実際に目にしたミディ運河は、並木があって水があってきれいな景色だな、という素朴な第一印象だった。だが全長240kmの長い運河。高速道路などで運河に近づいたり離れたりしながら移動していても、太陽とミディ運河だけはどこまでもついてくる。そして取水源の山地や貯水池、各地の閘門、トンネル、水道橋、運河沿いの街etc.etc.を訪れて、リケの驚くべき構想力がジワリジワリと脳裏に刻まれていく感覚を味わった。大西洋と地中海を結ぶこの土木事業は、地形や気候の変化はもとより、文化的にも一枚岩ではない地域を横断し、またローカルな素材や技術も巻き込みながら実現されたもの。リケが天才と言われるわけだ。

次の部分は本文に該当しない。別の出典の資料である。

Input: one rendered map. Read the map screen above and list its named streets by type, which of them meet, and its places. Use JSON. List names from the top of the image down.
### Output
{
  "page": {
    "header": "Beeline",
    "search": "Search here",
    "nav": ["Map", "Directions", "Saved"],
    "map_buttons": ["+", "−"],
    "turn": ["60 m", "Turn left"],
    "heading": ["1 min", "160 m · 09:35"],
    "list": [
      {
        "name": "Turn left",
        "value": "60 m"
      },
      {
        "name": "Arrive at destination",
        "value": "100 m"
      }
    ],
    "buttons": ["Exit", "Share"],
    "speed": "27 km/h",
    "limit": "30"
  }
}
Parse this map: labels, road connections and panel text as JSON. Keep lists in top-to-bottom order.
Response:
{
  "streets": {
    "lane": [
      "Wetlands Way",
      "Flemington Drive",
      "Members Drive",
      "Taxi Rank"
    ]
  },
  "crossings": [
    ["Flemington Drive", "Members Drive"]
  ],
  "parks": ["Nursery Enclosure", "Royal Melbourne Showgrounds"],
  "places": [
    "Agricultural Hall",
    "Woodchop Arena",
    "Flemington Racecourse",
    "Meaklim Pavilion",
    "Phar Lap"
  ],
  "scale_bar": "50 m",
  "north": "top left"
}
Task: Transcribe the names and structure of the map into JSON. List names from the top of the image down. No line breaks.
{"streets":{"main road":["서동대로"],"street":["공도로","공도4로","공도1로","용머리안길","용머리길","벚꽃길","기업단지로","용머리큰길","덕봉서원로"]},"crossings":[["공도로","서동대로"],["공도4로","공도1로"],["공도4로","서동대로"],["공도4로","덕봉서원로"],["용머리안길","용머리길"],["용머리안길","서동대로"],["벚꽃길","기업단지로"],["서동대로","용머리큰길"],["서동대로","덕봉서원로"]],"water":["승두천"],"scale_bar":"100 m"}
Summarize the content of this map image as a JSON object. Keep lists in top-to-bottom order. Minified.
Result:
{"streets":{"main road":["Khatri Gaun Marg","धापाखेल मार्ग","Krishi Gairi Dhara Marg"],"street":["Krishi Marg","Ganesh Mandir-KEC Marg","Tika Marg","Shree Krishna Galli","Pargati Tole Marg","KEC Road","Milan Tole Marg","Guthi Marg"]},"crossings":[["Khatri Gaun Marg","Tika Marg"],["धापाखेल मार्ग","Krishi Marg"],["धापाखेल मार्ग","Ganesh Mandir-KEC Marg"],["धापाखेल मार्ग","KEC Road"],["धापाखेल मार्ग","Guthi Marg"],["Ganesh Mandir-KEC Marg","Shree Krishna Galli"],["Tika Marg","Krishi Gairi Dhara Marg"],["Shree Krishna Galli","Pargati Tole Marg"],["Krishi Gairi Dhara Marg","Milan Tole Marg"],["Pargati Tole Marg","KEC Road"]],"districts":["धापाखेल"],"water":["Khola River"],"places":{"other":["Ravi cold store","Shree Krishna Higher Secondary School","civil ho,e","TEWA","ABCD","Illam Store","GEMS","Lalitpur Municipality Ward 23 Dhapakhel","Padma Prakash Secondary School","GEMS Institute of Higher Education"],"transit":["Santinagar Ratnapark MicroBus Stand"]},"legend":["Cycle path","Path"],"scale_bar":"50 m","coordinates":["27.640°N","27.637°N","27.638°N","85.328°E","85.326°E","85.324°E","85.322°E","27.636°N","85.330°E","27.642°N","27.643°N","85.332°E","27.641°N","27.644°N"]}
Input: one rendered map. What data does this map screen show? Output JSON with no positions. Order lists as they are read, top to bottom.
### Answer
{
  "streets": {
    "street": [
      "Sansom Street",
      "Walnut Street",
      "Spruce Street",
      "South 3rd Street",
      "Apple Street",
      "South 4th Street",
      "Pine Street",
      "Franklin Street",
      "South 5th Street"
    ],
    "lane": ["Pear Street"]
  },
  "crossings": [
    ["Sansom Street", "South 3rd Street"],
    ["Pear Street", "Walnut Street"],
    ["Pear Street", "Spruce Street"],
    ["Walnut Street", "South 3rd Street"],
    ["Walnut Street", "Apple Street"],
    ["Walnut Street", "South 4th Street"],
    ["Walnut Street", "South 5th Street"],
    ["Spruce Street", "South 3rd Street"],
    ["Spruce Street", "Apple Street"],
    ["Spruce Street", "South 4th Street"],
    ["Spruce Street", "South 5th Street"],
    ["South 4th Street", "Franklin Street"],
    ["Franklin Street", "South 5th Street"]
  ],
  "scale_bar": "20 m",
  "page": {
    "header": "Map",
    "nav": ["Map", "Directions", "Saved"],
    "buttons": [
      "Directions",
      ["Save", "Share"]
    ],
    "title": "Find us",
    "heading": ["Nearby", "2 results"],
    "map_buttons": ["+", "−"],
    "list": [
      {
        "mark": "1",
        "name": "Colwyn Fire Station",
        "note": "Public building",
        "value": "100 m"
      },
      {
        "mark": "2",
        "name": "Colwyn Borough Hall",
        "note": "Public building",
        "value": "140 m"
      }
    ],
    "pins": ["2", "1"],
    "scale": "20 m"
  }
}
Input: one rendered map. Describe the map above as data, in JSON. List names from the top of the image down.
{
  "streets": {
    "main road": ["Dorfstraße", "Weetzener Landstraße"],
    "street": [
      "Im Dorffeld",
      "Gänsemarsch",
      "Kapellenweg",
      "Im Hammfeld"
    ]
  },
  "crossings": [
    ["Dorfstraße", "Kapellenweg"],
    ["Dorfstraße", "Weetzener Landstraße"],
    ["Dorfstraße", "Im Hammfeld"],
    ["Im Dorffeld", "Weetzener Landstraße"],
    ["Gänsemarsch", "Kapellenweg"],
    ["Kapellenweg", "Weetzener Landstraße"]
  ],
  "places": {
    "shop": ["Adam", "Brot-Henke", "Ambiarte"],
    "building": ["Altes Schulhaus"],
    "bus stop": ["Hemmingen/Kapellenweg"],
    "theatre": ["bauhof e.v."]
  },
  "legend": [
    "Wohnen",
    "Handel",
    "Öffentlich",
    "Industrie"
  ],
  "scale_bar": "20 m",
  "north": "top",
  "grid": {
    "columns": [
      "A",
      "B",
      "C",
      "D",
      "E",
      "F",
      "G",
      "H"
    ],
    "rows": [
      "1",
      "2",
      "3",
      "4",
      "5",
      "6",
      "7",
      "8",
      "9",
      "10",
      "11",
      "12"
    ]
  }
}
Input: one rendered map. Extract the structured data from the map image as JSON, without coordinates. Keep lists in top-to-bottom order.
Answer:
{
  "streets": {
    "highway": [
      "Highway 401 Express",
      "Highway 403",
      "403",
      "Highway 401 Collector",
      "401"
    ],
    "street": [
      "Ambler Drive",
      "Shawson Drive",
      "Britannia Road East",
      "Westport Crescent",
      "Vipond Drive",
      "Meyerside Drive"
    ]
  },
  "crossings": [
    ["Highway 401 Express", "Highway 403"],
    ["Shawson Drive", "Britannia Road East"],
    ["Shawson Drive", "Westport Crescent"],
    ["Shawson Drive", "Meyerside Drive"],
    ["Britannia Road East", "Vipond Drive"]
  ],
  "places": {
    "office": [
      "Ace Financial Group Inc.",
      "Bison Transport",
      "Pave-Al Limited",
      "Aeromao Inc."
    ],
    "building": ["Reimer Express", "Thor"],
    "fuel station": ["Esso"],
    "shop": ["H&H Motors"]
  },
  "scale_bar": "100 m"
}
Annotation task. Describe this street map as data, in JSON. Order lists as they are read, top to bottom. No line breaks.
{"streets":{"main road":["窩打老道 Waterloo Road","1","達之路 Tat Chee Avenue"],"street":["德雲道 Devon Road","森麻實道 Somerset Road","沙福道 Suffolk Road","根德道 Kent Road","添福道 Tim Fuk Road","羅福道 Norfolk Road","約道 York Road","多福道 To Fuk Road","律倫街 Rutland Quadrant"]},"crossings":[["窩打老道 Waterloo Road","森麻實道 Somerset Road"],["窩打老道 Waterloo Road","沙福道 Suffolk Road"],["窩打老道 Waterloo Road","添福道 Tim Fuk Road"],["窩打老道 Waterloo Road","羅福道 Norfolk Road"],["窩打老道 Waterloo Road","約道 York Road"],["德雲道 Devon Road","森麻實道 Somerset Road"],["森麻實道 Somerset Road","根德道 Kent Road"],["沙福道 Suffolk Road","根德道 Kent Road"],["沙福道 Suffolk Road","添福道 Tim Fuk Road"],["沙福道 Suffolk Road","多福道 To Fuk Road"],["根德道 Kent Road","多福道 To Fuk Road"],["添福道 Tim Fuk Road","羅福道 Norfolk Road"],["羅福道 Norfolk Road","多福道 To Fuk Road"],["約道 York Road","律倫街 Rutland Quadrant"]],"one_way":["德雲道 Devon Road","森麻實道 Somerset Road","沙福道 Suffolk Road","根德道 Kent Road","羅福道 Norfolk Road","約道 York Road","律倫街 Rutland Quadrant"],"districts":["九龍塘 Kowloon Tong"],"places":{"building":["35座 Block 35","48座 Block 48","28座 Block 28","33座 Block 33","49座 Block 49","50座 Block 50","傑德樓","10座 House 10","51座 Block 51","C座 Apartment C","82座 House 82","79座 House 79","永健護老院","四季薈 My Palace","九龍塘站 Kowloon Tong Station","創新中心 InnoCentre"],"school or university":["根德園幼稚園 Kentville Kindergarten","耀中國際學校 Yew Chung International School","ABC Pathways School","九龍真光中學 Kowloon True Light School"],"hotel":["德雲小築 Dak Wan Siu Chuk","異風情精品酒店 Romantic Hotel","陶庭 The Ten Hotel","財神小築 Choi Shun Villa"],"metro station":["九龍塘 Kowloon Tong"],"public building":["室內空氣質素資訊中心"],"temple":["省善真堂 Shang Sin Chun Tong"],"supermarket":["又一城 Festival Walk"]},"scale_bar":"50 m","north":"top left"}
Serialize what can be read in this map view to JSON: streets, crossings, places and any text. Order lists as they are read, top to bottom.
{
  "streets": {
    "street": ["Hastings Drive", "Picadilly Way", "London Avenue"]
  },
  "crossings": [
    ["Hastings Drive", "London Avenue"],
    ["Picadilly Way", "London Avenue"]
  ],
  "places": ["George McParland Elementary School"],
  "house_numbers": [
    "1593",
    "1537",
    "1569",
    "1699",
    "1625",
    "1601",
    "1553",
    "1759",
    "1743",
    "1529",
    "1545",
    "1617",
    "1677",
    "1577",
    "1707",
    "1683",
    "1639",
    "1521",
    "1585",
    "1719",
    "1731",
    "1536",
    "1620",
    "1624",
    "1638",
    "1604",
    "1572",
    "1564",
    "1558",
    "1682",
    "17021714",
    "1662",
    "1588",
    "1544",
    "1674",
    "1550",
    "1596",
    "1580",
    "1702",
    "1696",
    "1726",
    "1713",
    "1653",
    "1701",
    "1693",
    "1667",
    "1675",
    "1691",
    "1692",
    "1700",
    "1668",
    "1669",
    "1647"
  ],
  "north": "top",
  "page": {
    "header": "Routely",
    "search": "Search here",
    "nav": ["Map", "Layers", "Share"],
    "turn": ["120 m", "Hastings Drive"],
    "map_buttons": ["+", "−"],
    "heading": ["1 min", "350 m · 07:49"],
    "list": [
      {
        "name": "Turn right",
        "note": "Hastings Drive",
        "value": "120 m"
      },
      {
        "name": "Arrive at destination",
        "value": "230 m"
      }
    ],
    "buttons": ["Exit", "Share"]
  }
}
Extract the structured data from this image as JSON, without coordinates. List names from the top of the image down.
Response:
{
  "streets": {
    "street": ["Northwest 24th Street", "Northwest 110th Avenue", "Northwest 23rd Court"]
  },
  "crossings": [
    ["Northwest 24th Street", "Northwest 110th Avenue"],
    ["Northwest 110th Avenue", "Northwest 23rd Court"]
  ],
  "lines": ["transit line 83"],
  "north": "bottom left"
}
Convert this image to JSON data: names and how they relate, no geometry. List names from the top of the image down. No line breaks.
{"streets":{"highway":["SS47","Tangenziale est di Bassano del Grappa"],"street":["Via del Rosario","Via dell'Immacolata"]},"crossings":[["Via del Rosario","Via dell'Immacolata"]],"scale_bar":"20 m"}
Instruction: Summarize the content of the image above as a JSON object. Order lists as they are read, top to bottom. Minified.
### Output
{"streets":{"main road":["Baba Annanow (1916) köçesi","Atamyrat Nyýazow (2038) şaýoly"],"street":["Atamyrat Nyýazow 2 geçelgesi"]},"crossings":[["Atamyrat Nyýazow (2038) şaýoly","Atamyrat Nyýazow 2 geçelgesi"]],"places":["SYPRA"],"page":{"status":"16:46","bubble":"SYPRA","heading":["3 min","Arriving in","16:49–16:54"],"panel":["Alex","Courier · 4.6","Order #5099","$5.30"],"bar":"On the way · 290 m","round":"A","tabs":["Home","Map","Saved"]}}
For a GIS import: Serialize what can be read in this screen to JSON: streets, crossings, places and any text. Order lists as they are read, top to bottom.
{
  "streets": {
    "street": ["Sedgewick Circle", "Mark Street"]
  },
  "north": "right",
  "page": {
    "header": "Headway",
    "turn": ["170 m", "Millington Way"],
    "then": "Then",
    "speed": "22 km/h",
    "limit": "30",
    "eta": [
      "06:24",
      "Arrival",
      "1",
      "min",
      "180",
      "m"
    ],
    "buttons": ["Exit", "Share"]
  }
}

こうして完成したミディ運河はラングドック地方の土地に新しい論理をもたらした。カステルノダリなどミディ運河特需で栄えた街があったり。また僕が出発前に読んでいた論文では、ミディ運河沿岸に生じた土地所有の問題が取り上げられていたりと、幾多の観点から語られうるものだ。

偉大な構想力によって成された事業は、「あなたならどう読むか見せてみろ」と、訪れる者を時代を超えて挑発する。絵葉書のように風光明媚なミディ運河も、まさにそうした大事業だった。